Every line with the string "inset" in it belongs in your answer, so copy them all from the data.

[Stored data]
+++++

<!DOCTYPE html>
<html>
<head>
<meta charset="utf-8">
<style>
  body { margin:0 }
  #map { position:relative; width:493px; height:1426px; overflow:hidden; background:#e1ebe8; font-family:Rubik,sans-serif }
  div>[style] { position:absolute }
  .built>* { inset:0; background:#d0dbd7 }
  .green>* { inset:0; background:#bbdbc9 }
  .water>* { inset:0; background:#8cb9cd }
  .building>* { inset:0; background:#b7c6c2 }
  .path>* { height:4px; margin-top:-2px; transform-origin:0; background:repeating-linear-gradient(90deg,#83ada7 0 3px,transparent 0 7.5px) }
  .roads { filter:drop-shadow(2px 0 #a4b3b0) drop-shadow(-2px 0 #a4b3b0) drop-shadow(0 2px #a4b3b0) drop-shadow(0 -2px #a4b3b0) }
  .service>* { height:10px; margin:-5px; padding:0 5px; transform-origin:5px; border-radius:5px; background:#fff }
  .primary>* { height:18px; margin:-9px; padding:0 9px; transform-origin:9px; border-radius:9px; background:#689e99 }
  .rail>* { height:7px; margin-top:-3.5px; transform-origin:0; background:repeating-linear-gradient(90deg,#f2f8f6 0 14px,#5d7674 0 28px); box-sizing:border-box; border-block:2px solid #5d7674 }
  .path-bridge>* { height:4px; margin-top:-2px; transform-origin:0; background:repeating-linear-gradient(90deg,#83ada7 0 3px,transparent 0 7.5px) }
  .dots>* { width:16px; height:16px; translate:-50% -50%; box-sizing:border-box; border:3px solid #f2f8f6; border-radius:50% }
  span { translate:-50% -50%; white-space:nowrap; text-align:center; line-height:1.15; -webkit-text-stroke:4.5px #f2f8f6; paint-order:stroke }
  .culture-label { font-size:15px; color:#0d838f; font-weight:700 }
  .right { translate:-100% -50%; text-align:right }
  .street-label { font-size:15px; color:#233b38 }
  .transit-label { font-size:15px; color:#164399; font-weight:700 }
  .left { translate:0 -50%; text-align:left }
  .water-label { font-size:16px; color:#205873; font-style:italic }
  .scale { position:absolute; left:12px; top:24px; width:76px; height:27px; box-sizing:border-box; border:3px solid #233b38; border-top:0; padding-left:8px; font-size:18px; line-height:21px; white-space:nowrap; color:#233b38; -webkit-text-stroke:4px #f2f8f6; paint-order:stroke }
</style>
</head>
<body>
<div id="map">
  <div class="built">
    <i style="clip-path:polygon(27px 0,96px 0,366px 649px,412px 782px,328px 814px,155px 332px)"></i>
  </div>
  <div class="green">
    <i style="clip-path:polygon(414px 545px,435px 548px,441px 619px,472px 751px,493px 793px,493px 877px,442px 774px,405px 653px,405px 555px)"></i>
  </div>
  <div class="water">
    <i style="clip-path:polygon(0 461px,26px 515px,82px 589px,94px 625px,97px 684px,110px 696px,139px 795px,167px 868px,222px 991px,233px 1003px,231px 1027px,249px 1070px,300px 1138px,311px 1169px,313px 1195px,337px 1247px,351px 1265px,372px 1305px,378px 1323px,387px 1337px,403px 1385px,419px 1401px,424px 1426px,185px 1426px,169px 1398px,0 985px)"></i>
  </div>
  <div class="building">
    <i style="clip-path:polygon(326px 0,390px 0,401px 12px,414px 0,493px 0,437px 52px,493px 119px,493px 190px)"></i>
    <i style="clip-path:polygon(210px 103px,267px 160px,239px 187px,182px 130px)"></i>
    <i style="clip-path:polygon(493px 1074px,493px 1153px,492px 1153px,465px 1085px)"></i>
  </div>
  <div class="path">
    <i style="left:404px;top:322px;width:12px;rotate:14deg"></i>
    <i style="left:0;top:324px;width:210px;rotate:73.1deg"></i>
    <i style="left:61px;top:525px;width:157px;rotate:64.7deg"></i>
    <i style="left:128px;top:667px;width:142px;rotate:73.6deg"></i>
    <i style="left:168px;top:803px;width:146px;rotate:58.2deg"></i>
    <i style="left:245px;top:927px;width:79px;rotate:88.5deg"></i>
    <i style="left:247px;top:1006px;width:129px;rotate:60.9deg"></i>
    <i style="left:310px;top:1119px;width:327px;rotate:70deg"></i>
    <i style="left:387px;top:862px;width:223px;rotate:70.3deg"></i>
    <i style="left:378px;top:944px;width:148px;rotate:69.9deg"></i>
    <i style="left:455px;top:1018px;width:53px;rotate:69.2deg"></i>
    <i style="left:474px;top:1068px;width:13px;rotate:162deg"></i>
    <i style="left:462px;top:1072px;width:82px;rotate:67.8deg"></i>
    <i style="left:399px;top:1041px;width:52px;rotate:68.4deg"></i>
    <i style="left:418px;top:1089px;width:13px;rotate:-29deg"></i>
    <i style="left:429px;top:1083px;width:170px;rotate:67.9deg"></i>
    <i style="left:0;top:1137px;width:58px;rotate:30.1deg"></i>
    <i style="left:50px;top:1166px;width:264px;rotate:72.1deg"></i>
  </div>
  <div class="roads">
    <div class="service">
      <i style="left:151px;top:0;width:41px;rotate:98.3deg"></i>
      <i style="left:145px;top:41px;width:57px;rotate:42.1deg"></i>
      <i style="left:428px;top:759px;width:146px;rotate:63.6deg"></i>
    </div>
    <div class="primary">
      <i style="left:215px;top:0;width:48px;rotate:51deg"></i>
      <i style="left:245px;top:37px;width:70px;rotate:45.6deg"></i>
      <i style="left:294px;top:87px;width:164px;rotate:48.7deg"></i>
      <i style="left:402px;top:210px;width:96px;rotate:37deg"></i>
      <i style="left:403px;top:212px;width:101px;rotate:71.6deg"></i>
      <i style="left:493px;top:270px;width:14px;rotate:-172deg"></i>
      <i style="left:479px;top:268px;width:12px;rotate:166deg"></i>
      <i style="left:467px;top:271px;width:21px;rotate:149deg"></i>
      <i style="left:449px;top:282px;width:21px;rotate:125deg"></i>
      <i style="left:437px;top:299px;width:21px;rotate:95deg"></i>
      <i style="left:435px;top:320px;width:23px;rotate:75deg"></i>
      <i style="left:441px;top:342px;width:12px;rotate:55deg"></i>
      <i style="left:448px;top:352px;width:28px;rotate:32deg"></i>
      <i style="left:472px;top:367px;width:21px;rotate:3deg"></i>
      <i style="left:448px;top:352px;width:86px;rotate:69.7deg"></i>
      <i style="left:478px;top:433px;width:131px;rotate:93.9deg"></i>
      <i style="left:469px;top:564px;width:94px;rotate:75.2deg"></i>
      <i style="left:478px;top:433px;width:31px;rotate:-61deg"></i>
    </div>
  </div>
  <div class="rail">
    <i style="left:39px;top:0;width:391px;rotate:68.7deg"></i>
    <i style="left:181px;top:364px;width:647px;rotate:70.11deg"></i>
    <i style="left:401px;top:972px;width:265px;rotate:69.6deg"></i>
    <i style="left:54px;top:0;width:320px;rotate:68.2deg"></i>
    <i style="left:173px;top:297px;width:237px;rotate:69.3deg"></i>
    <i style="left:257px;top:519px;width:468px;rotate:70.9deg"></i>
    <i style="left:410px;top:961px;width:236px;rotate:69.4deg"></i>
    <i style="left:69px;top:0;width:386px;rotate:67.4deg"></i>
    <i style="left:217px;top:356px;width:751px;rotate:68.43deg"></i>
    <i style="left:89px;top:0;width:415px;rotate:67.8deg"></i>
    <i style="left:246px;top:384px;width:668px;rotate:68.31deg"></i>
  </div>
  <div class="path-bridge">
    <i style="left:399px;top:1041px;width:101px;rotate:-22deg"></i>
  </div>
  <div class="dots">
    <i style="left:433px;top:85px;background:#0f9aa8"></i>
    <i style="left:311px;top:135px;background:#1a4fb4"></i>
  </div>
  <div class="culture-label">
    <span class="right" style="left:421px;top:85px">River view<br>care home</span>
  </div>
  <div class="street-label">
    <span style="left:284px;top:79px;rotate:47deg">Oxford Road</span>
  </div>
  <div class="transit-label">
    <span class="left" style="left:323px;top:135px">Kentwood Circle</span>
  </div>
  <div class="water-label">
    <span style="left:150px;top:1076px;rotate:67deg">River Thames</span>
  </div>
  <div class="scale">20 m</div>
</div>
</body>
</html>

+++++

[Expected output]
  .built>* { inset:0; background:#d0dbd7 }
  .green>* { inset:0; background:#bbdbc9 }
  .water>* { inset:0; background:#8cb9cd }
  .building>* { inset:0; background:#b7c6c2 }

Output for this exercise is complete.